Fitness

I started back to the gym. I’d left off for a bit when I started my new (horrible) job.  My schedule is brutal and it was hard to find the time.  I bought an exercise bike and some weights for home and I’ve dragged my ass to the gym too.  Even with my pretty strict ketogenic (awful…kill me) diet, I’d hit a bit of a plateau and I was just maintaining my weight. So I’m working out again. Yay.

fitness

I may have mentioned I’m lazy, like really lazy.  Once I sit down after work it’s really hard to make myself go out again. Add to that I don’t really like people.  I mean they’re okay but I work in retail. I see enough people every damn day that all I really want is to be away from them.  It’s weird…I love humanity but individual people…ehhhhh.  Maybe it’s because I deal with people when they’re generally disappointed and angry that I’m ambivalent about them.
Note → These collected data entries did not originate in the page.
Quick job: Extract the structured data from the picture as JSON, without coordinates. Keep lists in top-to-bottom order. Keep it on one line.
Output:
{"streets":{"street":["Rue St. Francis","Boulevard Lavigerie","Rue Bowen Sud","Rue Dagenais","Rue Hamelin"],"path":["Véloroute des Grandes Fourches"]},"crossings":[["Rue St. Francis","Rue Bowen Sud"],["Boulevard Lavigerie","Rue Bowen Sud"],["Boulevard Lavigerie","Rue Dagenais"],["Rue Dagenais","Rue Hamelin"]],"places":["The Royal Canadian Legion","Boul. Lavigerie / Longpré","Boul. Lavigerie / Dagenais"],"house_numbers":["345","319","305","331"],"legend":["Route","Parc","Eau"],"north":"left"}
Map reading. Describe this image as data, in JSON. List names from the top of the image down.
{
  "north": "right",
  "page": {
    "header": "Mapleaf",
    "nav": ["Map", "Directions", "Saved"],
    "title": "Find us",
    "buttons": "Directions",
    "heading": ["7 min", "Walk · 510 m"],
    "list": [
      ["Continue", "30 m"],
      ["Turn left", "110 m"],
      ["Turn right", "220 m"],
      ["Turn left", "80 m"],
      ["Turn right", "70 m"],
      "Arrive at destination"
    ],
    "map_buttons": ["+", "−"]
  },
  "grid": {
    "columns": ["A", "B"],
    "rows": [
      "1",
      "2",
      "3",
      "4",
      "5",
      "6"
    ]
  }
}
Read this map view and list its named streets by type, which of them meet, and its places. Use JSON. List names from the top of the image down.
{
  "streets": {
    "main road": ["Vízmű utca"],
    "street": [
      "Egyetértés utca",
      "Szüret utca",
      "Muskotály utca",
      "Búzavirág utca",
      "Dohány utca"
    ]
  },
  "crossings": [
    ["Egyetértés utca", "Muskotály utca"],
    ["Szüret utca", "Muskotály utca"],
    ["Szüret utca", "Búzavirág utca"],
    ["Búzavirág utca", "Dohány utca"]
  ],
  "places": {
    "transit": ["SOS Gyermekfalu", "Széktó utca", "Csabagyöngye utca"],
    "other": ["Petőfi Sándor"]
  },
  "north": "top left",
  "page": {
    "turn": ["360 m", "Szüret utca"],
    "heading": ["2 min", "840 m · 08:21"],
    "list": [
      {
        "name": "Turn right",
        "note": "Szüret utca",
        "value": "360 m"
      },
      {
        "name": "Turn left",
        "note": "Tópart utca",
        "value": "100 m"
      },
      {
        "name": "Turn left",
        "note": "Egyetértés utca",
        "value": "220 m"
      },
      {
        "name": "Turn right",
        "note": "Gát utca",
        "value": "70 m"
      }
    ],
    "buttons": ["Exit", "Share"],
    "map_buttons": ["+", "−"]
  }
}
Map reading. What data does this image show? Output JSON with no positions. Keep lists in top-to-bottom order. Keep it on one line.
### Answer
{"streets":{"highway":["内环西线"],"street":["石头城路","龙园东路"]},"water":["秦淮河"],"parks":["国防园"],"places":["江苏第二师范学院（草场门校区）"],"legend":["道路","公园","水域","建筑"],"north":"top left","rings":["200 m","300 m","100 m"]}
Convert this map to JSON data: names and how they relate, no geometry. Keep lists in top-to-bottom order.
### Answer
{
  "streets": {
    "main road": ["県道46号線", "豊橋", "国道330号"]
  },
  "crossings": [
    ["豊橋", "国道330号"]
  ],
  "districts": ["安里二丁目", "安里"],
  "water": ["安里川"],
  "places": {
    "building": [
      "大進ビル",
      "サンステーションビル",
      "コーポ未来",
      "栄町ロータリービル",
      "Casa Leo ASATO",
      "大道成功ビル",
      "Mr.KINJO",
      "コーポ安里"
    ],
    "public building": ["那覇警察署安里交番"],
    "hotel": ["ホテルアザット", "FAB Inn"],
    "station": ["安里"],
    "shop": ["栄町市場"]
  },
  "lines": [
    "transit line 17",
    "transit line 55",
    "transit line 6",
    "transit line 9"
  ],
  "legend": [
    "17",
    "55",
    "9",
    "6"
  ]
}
So it’s hard to go outside, that’s where the people are.

people

But I’ve managed to get to the gym twice this week and I worked out at home once as well.  Get back on that horse!  I’m in far better shape than I was before my heart attack/blood clot/veins tried to kill me thing but I have work to do. I’m a big fat fatty.  People hate it when I say that.  “Oh no, you’re not! Don’t say that! You’re just big.” Uhhh yeah, big and fat.  The thing is I’m not disparaging myself, it’s a fact.  I’m not judging myself.  I’m not a bad person because I’m overweight.  I’m wonderful and chicks dig me.  I’m not trying to lose weight to look better.  I’m damn cute as I am right now. Remember, you have to watch out for the cute ones.

murder bunny

I want to be healthier, that’s all.  Almost dying has a way of getting your attention.  Being really sick does too.  I was barely able to take care of myself.  I was very very sick and I live alone.  Chronic illness is not something I want in my life.  That was a really huge wake-up call. I need to get healthier to minimize the risk of that sort of thing happening again.  I know, I’m getting older shit’s going to happen.  Knowing that it really makes it so much more important that I work on this.  I’m in the best shape right now of my adult life, and I hope that just keeps improving.